→ Required work
Every line of the data is to be transcribed as it stands.

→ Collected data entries
--- --- ---

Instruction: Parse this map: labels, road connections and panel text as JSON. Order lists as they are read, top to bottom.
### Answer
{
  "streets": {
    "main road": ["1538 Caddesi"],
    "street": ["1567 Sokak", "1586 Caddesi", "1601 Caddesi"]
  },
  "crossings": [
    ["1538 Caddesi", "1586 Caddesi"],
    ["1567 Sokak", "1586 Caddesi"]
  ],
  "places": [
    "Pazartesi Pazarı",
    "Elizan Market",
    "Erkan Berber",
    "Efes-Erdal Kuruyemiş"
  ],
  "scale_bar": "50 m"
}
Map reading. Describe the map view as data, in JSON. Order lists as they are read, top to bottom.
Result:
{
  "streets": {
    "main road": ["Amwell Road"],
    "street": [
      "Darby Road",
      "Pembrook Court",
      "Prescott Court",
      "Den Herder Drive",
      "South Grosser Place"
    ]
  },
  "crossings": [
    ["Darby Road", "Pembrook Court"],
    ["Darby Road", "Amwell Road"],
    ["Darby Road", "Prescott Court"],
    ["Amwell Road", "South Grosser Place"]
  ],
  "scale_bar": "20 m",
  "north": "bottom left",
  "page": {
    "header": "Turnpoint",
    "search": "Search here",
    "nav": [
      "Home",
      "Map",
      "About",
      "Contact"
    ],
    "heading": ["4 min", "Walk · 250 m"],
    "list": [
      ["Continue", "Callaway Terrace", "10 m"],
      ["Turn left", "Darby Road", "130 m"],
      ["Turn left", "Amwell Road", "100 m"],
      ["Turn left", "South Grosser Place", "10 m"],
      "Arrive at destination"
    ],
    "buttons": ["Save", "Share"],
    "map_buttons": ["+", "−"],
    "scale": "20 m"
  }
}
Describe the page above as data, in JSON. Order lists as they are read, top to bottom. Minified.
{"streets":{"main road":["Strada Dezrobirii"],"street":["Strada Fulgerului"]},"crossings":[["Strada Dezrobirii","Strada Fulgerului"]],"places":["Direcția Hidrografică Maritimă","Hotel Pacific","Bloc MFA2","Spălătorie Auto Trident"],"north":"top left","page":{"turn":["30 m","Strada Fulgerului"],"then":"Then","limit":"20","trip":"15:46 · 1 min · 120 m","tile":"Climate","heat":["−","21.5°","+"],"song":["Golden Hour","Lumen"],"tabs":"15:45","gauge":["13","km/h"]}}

--- --- ---

→ Exercise output
Instruction: Parse this map: labels, road connections and panel text as JSON. Order lists as they are read, top to bottom.
### Answer
{
  "streets": {
    "main road": ["1538 Caddesi"],
    "street": ["1567 Sokak", "1586 Caddesi", "1601 Caddesi"]
  },
  "crossings": [
    ["1538 Caddesi", "1586 Caddesi"],
    ["1567 Sokak", "1586 Caddesi"]
  ],
  "places": [
    "Pazartesi Pazarı",
    "Elizan Market",
    "Erkan Berber",
    "Efes-Erdal Kuruyemiş"
  ],
  "scale_bar": "50 m"
}
Map reading. Describe the map view as data, in JSON. Order lists as they are read, top to bottom.
Result:
{
  "streets": {
    "main road": ["Amwell Road"],
    "street": [
      "Darby Road",
      "Pembrook Court",
      "Prescott Court",
      "Den Herder Drive",
      "South Grosser Place"
    ]
  },
  "crossings": [
    ["Darby Road", "Pembrook Court"],
    ["Darby Road", "Amwell Road"],
    ["Darby Road", "Prescott Court"],
    ["Amwell Road", "South Grosser Place"]
  ],
  "scale_bar": "20 m",
  "north": "bottom left",
  "page": {
    "header": "Turnpoint",
    "search": "Search here",
    "nav": [
      "Home",
      "Map",
      "About",
      "Contact"
    ],
    "heading": ["4 min", "Walk · 250 m"],
    "list": [
      ["Continue", "Callaway Terrace", "10 m"],
      ["Turn left", "Darby Road", "130 m"],
      ["Turn left", "Amwell Road", "100 m"],
      ["Turn left", "South Grosser Place", "10 m"],
      "Arrive at destination"
    ],
    "buttons": ["Save", "Share"],
    "map_buttons": ["+", "−"],
    "scale": "20 m"
  }
}
Describe the page above as data, in JSON. Order lists as they are read, top to bottom. Minified.
{"streets":{"main road":["Strada Dezrobirii"],"street":["Strada Fulgerului"]},"crossings":[["Strada Dezrobirii","Strada Fulgerului"]],"places":["Direcția Hidrografică Maritimă","Hotel Pacific","Bloc MFA2","Spălătorie Auto Trident"],"north":"top left","page":{"turn":["30 m","Strada Fulgerului"],"then":"Then","limit":"20","trip":"15:46 · 1 min · 120 m","tile":"Climate","heat":["−","21.5°","+"],"song":["Golden Hour","Lumen"],"tabs":"15:45","gauge":["13","km/h"]}}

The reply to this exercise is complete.